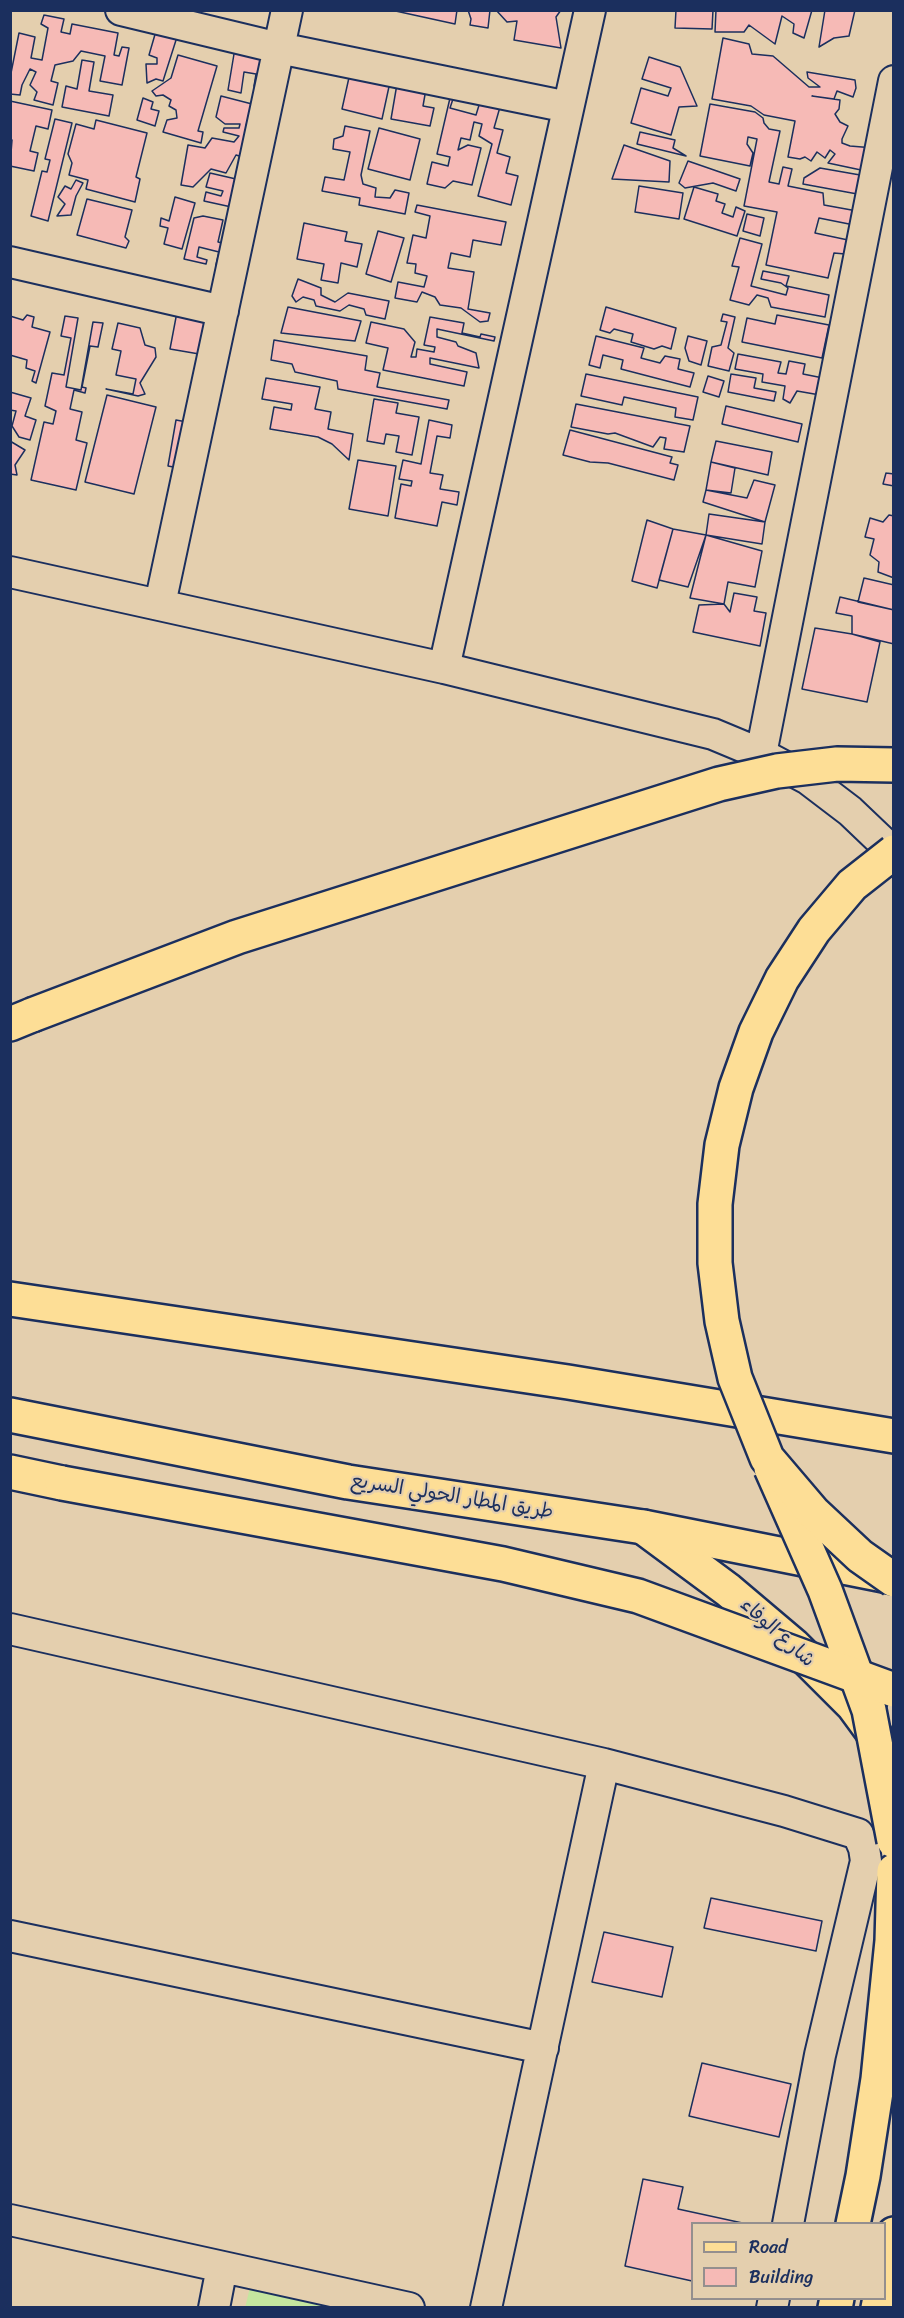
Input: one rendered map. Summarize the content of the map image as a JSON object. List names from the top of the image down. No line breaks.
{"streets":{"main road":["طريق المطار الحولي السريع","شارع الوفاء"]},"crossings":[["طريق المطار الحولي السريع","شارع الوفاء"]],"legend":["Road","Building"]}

────────────────────

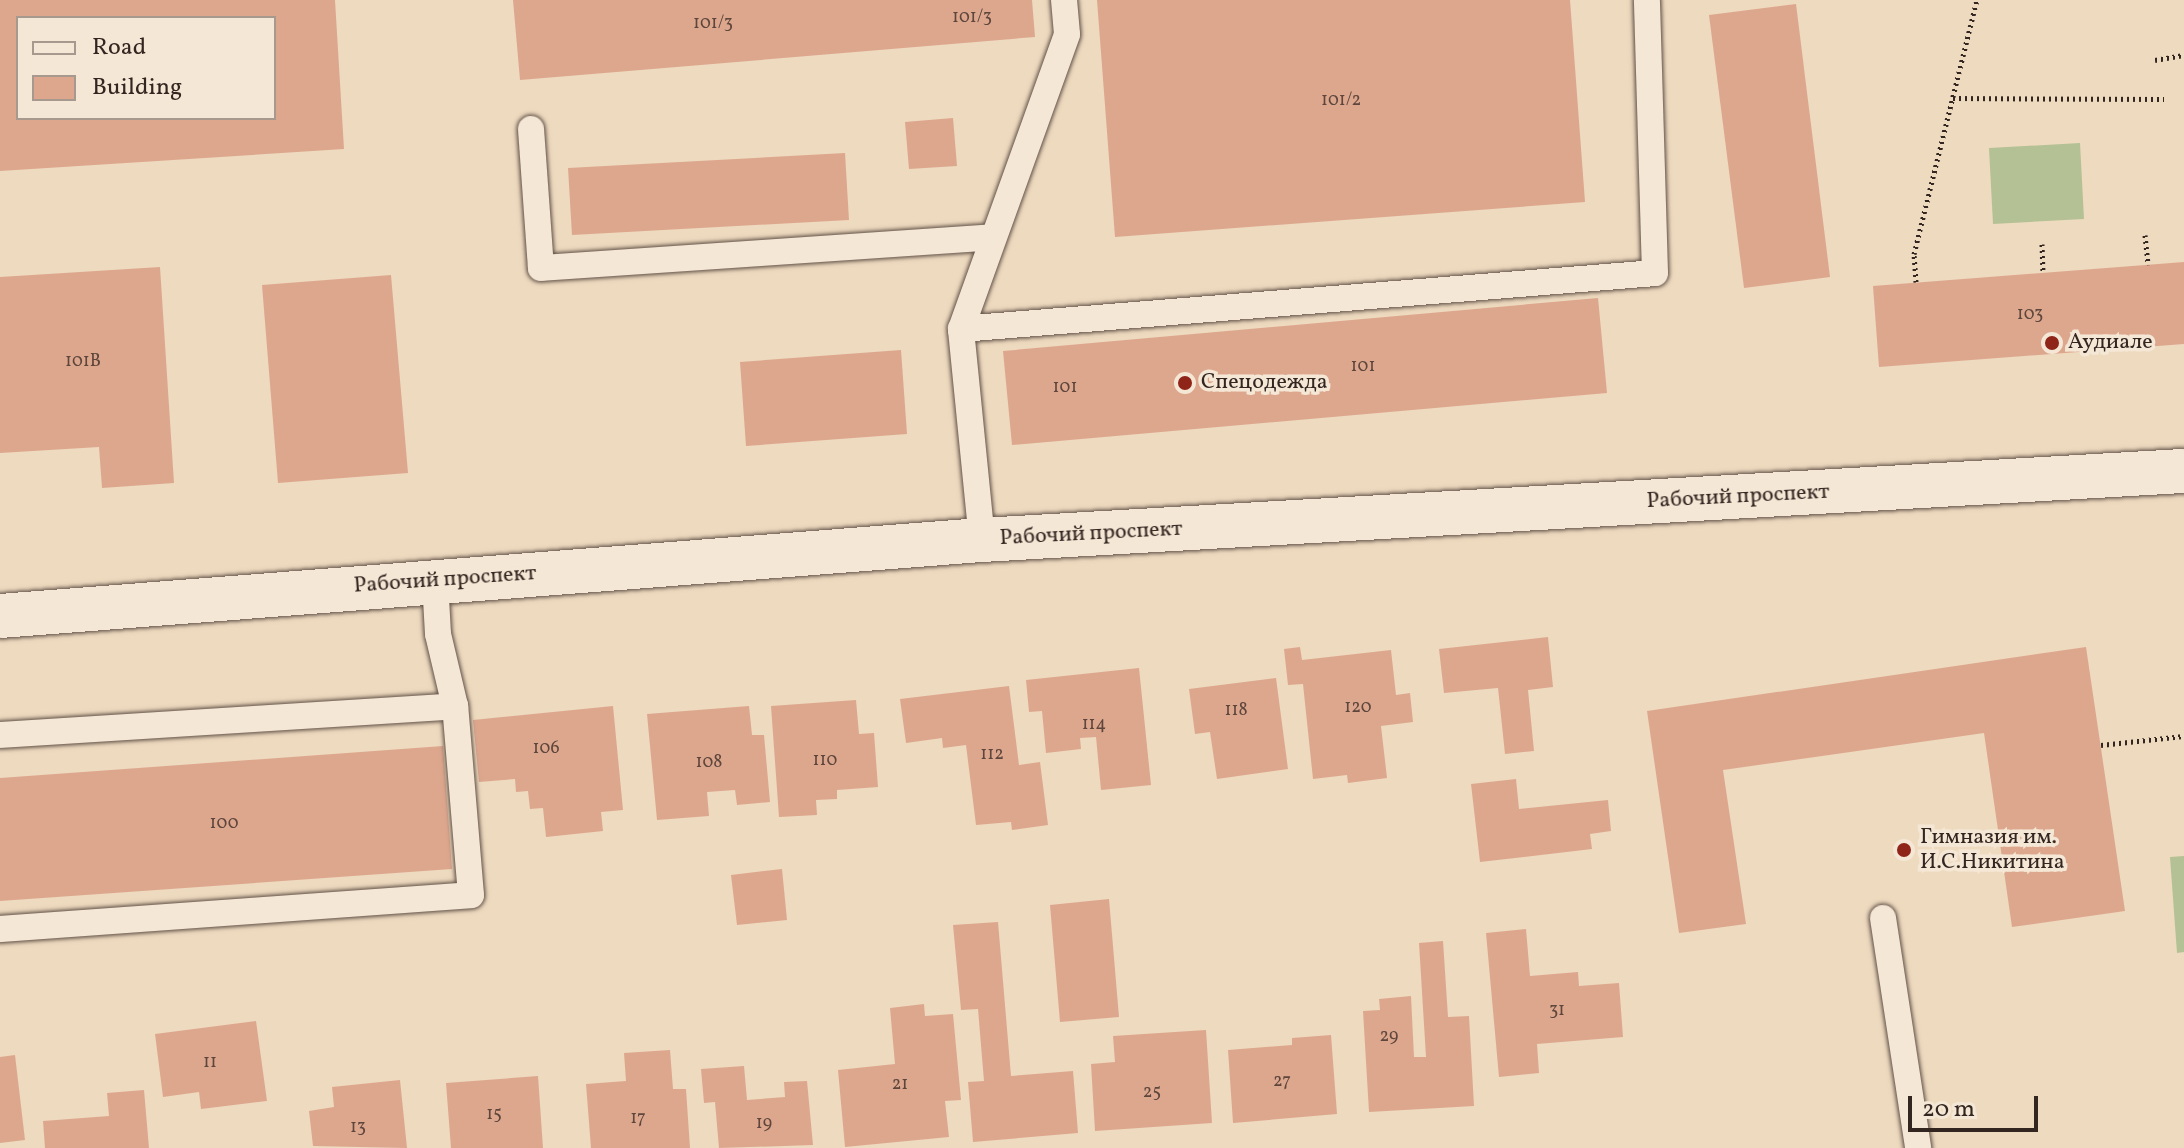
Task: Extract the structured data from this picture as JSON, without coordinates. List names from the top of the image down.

────────────────────

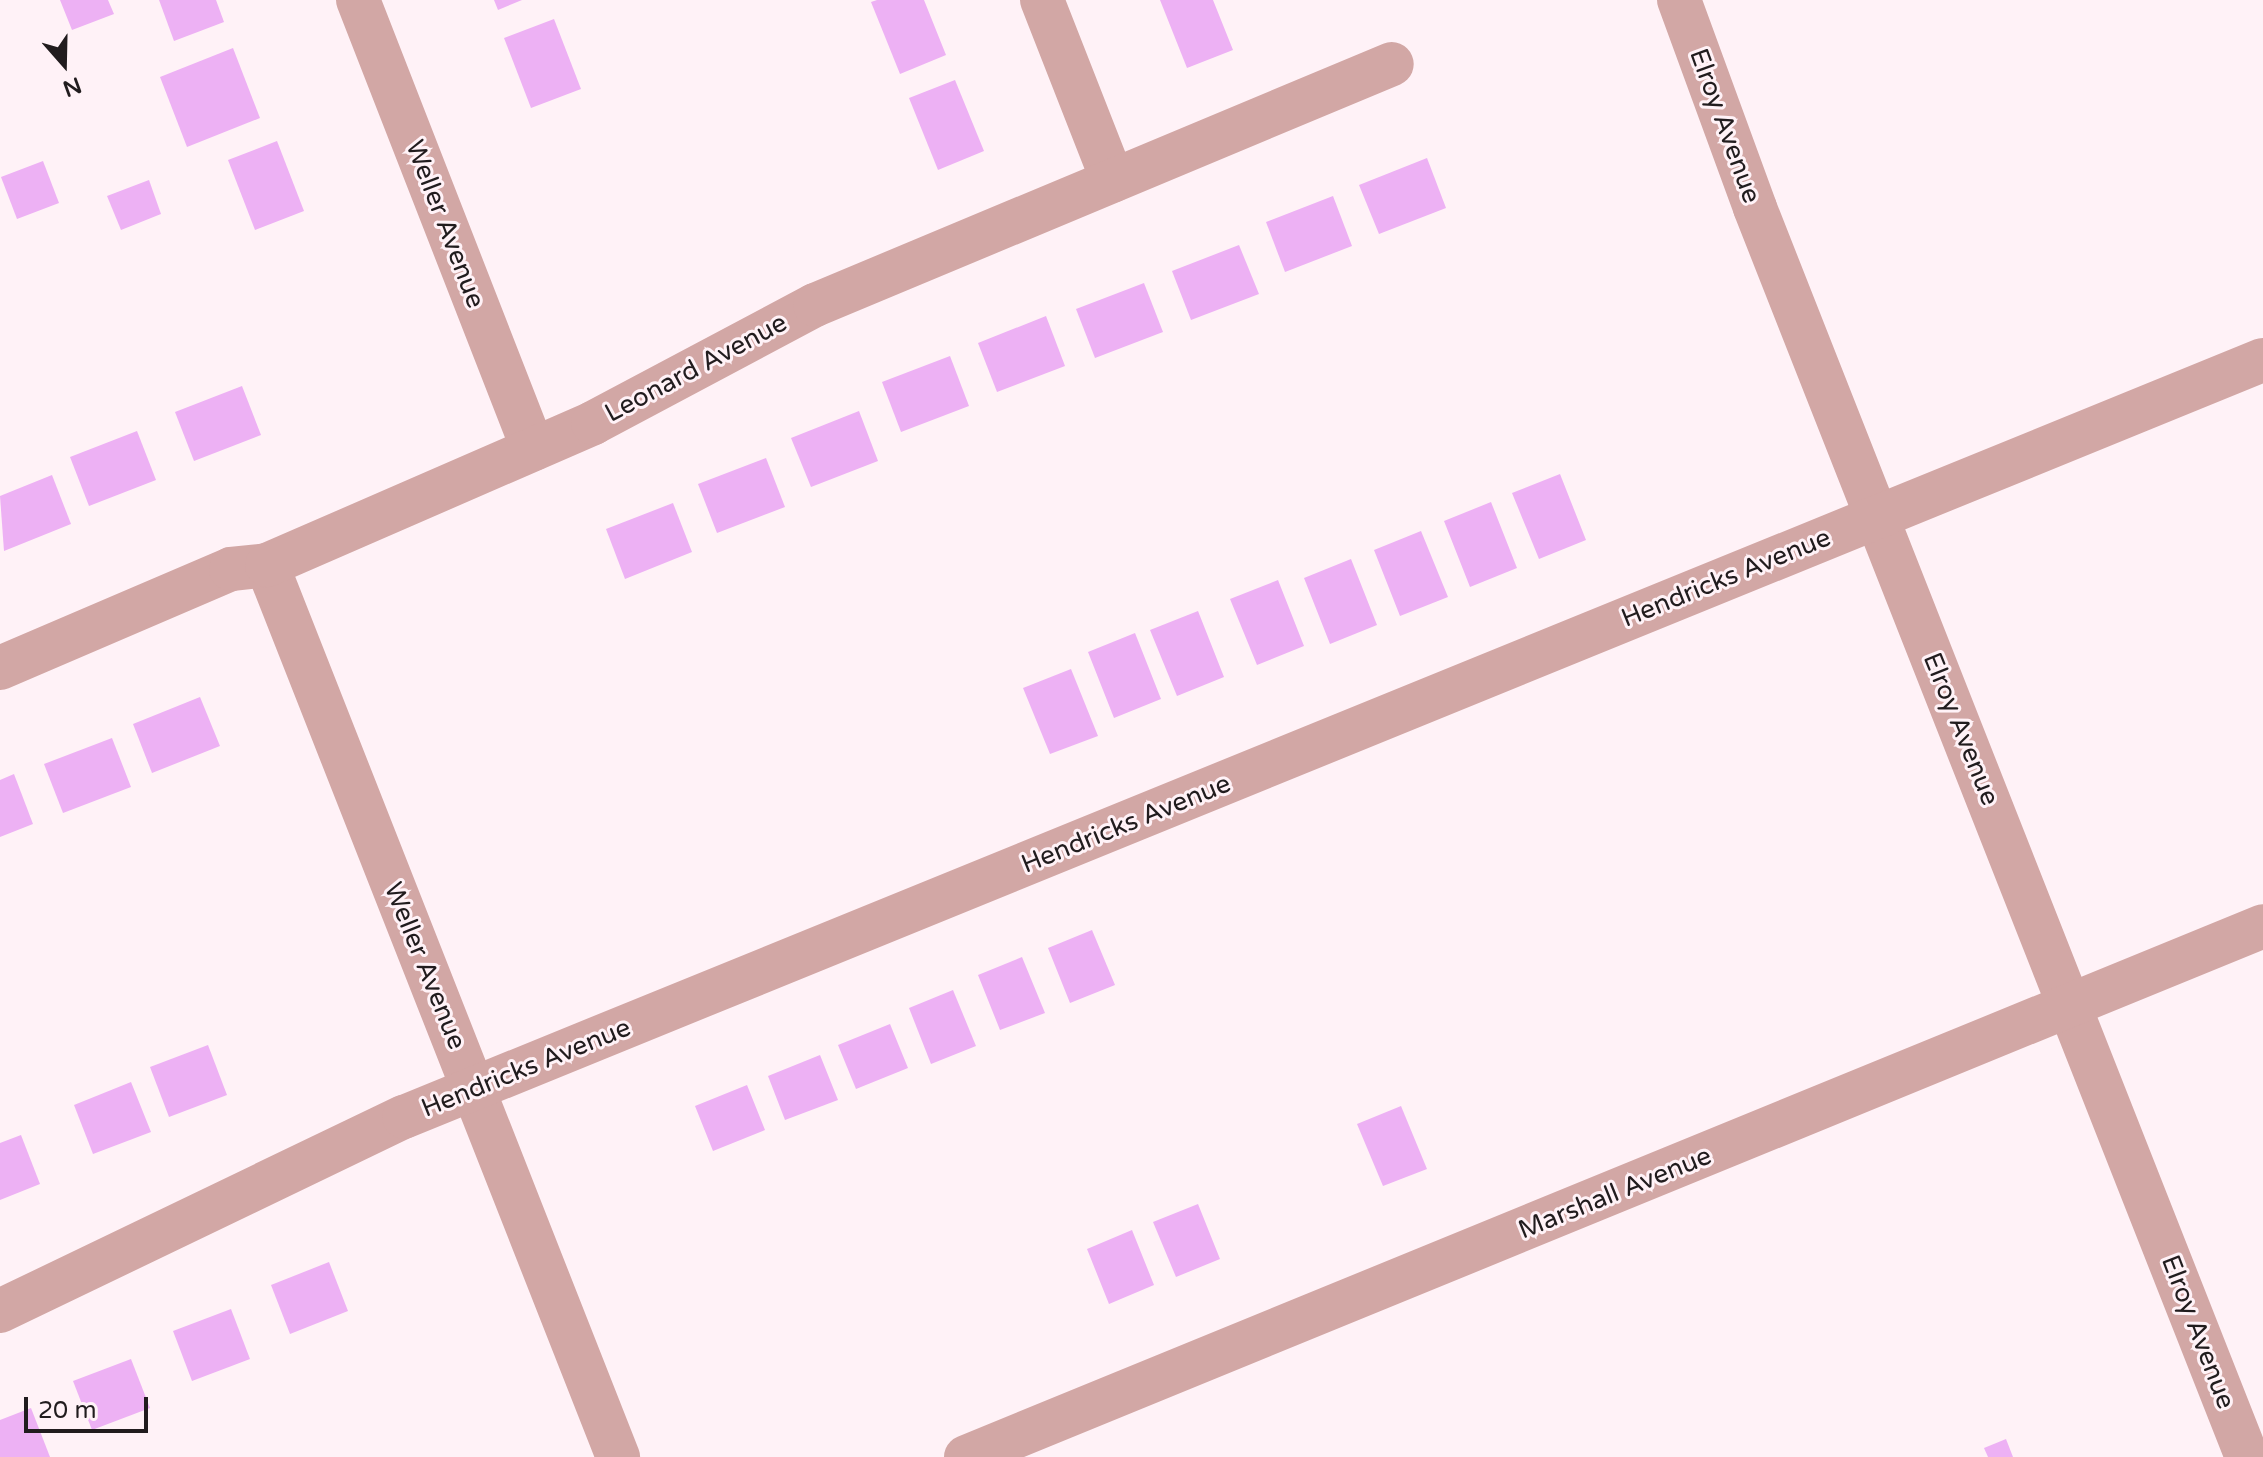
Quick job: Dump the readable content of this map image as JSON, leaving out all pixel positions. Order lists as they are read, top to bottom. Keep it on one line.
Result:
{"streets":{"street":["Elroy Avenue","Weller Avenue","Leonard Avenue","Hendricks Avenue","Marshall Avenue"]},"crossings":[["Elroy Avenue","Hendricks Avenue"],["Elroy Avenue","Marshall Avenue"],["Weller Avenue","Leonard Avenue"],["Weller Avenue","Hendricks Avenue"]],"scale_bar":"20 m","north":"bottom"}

────────────────────

WORK ITEM:
If a line of the entries above includes the word "this", count it; then state the total and nothing else.

WRITTEN RESPONSE:
2